When the senate's August session begins, Casperson will take the information and ideas gathered from the meeting to show state officials the impact losing Ojibway would have on the community. A small number from the advocacy group will also travel to Lansing to attend those meetings.

"We need to make the best pitch we can," Casperson said.

It's one thing to say that the closure could have a $55 million impact on area, but Casperson needs to know what the breakdown of that impact is.

"Local officials have the best numbers," he said.

Area municipalities are now fine tuning figures for the senator to present; such as an accurate number for the potential loss of students in area schools, as well as specific impacts on areas such as for health care, government and public services.

The advocacy group also discussed ways to save on operating costs at Ojibway.

Money could be saved by buying locally, therefore saving the prison money and putting money into the local economy. The prison gets their supplies from Michigan State Industries, a program with the MDOC that only sells its products and services to government entities and non-profit organizations. The problem is MSI offers those goods and services at a much higher price.

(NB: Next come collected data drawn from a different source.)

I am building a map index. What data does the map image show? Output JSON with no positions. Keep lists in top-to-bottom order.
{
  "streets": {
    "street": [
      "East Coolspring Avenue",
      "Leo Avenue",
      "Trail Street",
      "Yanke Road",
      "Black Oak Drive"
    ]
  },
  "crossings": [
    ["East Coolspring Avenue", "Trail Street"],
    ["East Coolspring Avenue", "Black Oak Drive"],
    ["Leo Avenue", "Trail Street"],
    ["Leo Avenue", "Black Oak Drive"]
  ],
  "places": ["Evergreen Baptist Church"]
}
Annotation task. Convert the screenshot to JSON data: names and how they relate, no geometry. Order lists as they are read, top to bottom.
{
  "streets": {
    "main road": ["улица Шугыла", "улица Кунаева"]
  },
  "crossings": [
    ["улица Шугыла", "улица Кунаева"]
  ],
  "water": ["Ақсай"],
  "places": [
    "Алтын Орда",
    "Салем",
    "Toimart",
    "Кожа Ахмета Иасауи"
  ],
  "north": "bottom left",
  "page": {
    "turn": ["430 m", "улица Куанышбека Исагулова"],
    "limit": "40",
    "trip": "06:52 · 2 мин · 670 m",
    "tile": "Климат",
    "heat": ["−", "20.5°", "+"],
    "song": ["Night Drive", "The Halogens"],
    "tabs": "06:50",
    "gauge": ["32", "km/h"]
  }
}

As Ojibway is a non-cluster prison - meaning the nearest prison is over 100 miles away - it would be harder for the prison's roughly 200 employees to find other jobs in their chosen field, or in the area at all.

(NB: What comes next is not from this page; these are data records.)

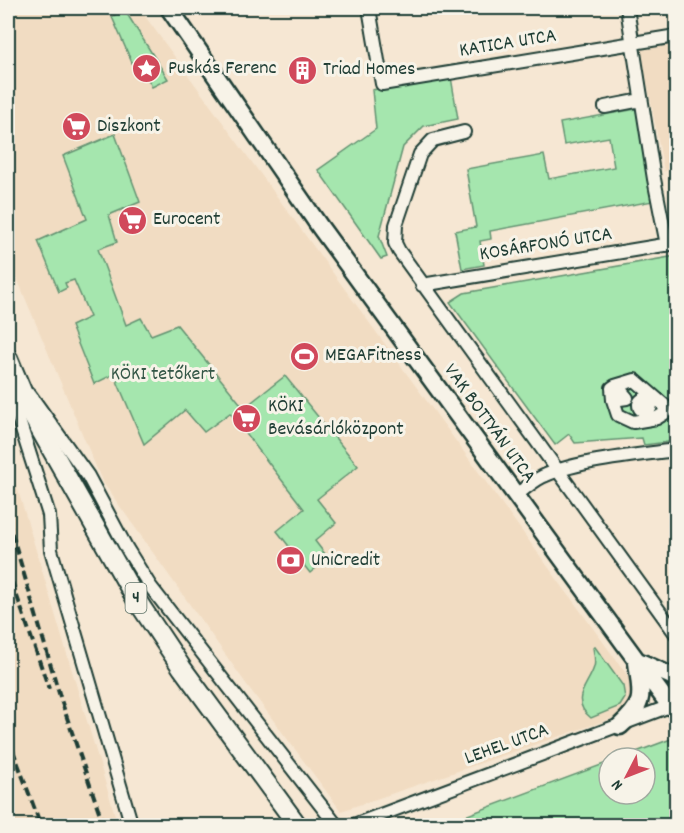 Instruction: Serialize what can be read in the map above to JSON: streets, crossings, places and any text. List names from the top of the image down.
{
  "streets": {
    "main road": ["4"],
    "street": [
      "KATICA UTCA",
      "KOSÁRFONÓ UTCA",
      "VAK BOTTYÁN UTCA",
      "LEHEL UTCA"
    ]
  },
  "crossings": [
    ["KOSÁRFONÓ UTCA", "VAK BOTTYÁN UTCA"],
    ["VAK BOTTYÁN UTCA", "LEHEL UTCA"]
  ],
  "parks": ["KÖKI tetőkert"],
  "places": {
    "place": ["Puskás Ferenc"],
    "building": ["Triad Homes"],
    "supermarket": ["Diszkont", "Eurocent", "KÖKI Bevásárlóközpont"],
    "sports": ["MEGAFitness"],
    "bank": ["UniCredit"]
  },
  "north": "bottom left"
}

Downstate someone losing their prison job may not be anywhere near the hardship that it is in the western U.P.

Casperson encouraged the public to get involved.

"Don't take it for granted that it won't happen. Get the community invested in the effort," he said.

A final decision is not expected until October, but the community can get involved now by contacting their state representatives Gov. Rick Snyder at 517-373-3400, State Rep. Scott Dianda (D-Calumet) at 517-373-0850 and/or Heidi E. Washington, Director of the Michigan Department of Corrections at 517-373-0720.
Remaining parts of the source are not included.